Moreover, CMLs influenced the experiences of students in different types of courses and with different mathematical dispositions (“captivation”) as indicated by the Disposition Survey. For example, the greatest shifts in both positive descriptors and lesson interest occurred in very different curricular contexts: an AP Calculus class (F1) and a nonselective Algebra 2 class with the lowest perception of lessons in general (B2). Furthermore, the CML with the highest level of student interest overall (the Equivalent Linear Functions lesson, listed in Table 2) was in Class A1, a freshman-level nonselective mathematics course addressing topics from Algebra 1 and Geometry. Therefore, this analysis provides some evidence that CMLs improve student interest regardless of whether the course has selective enrollment or is of an advanced level (i.e., AP Calculus versus Math 1).

It is reasonable to question whether the effect of CMLs on student interest was in part due to a reduction in the degree of mathematical challenge or by increasing relevance (i.e., connecting content to student lives). However, a paired t-test at the student level showed that there was virtually no difference between non-CMLs and CMLs in terms of student perceptions of lesson relevance (mean = 2.29 and 2.17, respectively, t(114) = 1.87, p = 0.06), mathematical challenge (mean = 2.46 and 2.42, respectively, t(114) = 0.55, p = 0.58), or their understanding of the content (mean = 2.53 and 2.54 respectively, t(114) = −0.23, p = 0.82).

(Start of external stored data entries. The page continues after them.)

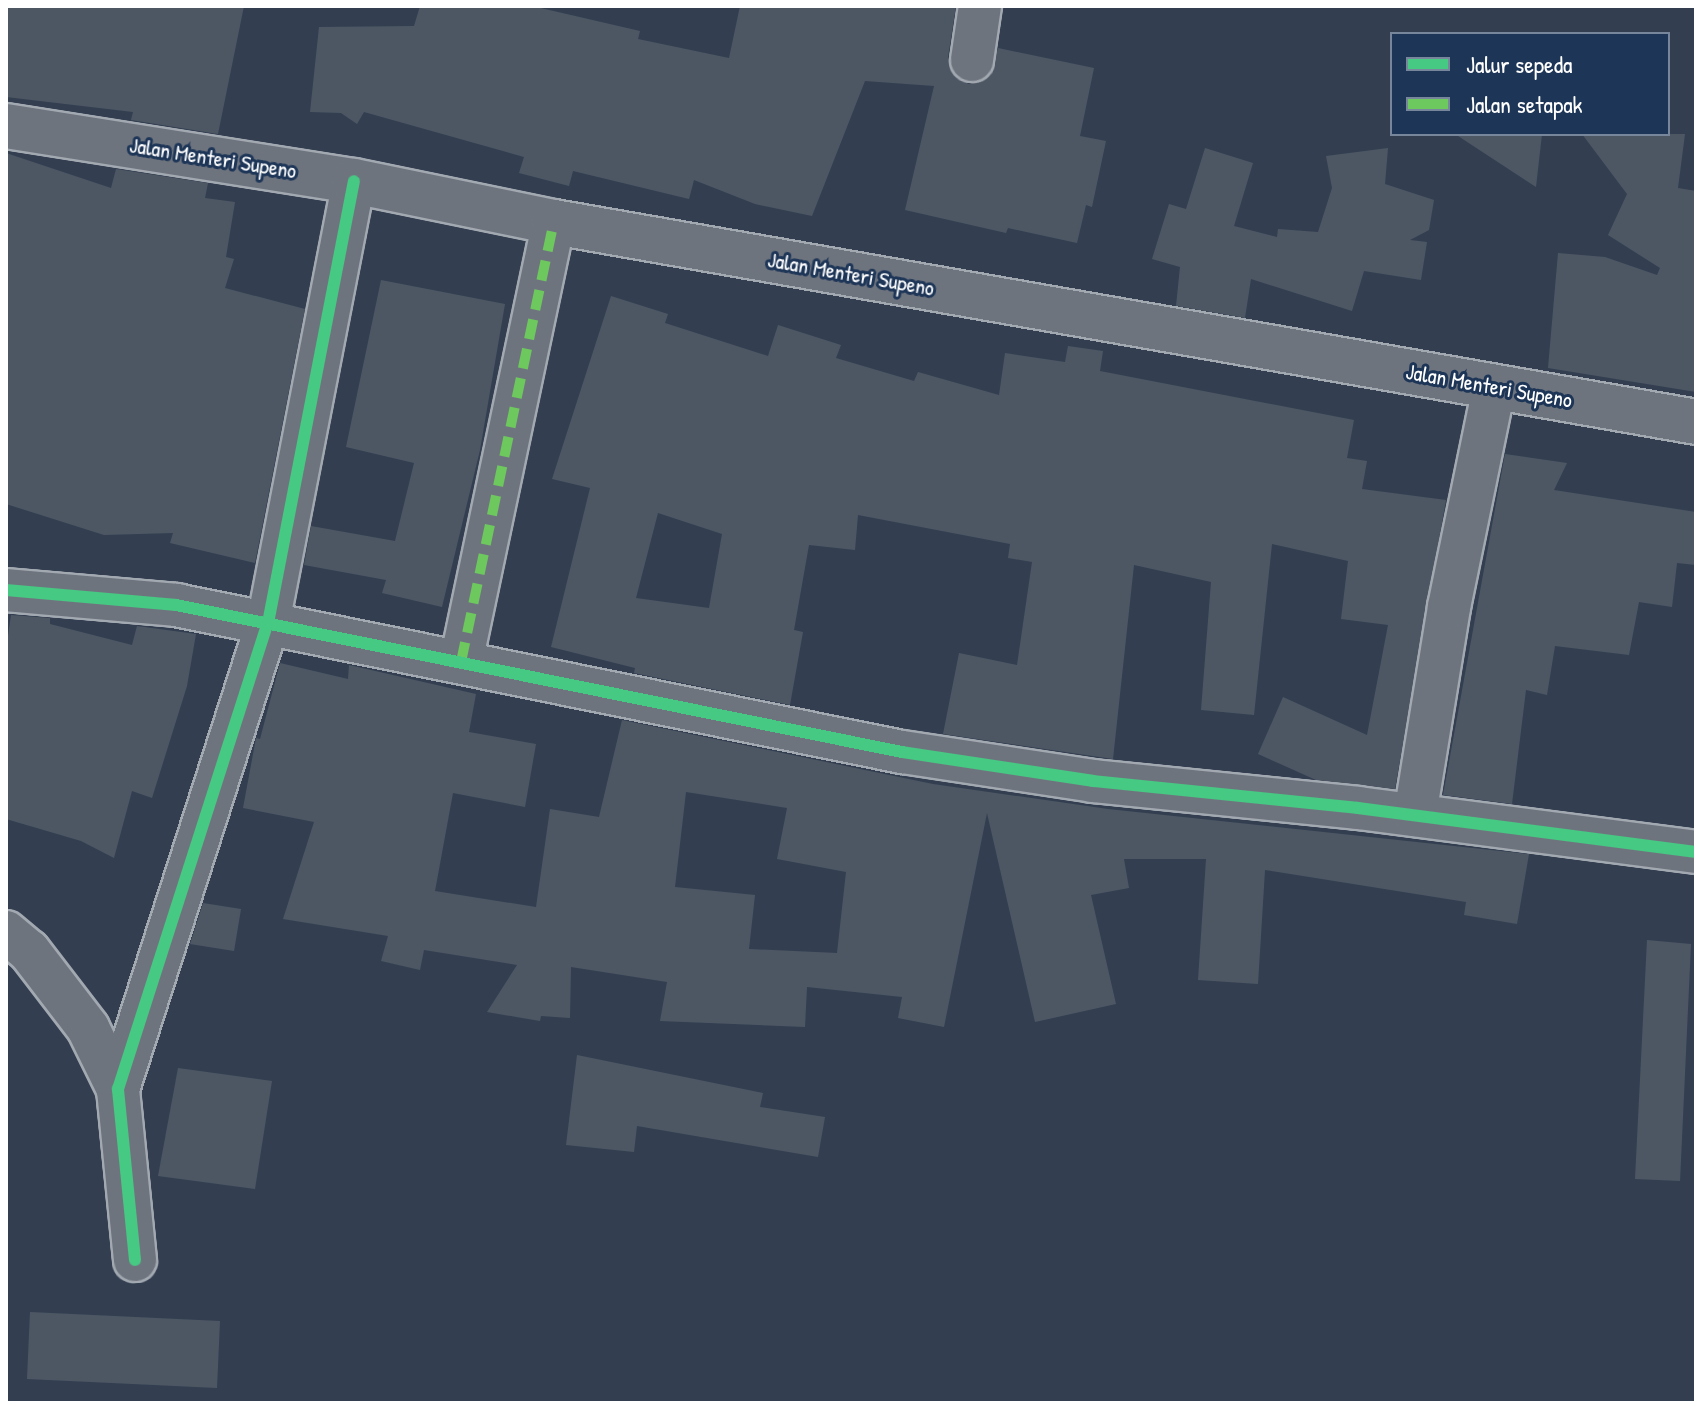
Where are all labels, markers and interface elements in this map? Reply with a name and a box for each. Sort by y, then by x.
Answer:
legend [1390,32,1670,136]
text: Jalur sepeda [1466,48,1572,80]
text: Jalan setapak [1466,88,1583,120]
street label: Jalan Menteri Supeno [128,132,298,184]
street label: Jalan Menteri Supeno [766,246,936,302]
street label: Jalan Menteri Supeno [1404,358,1574,414]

The fact that student reports of relevance of CMLs and non-CMLs are not different is surprising given that non-CMLs were able to include engaging contextual scenarios, while CMLs were not. The lack of statistically significant difference in understanding or challenge in the two groups of lessons suggests that the increased interest in CMLs as compared to non-CMLs was likely not due to easier topics being selected, lessons being less frustrating, or lessons being taught in a manner that reduced the perception of challenge. This is consistent with our results described earlier that the descriptor frustrating was selected in higher proportion to describe CMLs, and that it was selected by 23% of students to describe the lesson that had the highest student interest overall.

In light of our assumption that students with higher captivation would be more likely to express greater interest in mathematics lessons overall, we explored how much of the increased interest for CMLs can be attributed to the CMLs, rather than other factors such as captivation. Our LMM analysis shows that student captivation, gender, and the interaction of gender and captivation explain a portion of student interest (see Table 4). In fact, an increase of 1 captivation level predicts lesson interest will increase by 0.46, confirming our assumption. Students’ gender also impacted their interest level, where females saw a reduction in interest of 0.55 on average (p < 0.05). Although captivation improved the lesson interest for both males and females, these effects were qualified by an interaction between gender (female) and participant captivation (0.27, p < 0.01). That is, captivation improved females’ interest to a greater extent. Furthermore, incorporating class as a random variable did improve our model overall; it explained a small amount of variance between classes after all other variables were taken into account (0.02 points, p = 0.119). Factors that did not improve the model include course selectivity, interaction between captivation and lesson type, and interaction between gender and lesson type (see Appendix). After taking all these additional factors (i.e., captivation, gender, interaction between gender and captivation, and class) into account, a CML, on average, improves student experience by 0.24, and this improvement is statistically significant (p < 0.01).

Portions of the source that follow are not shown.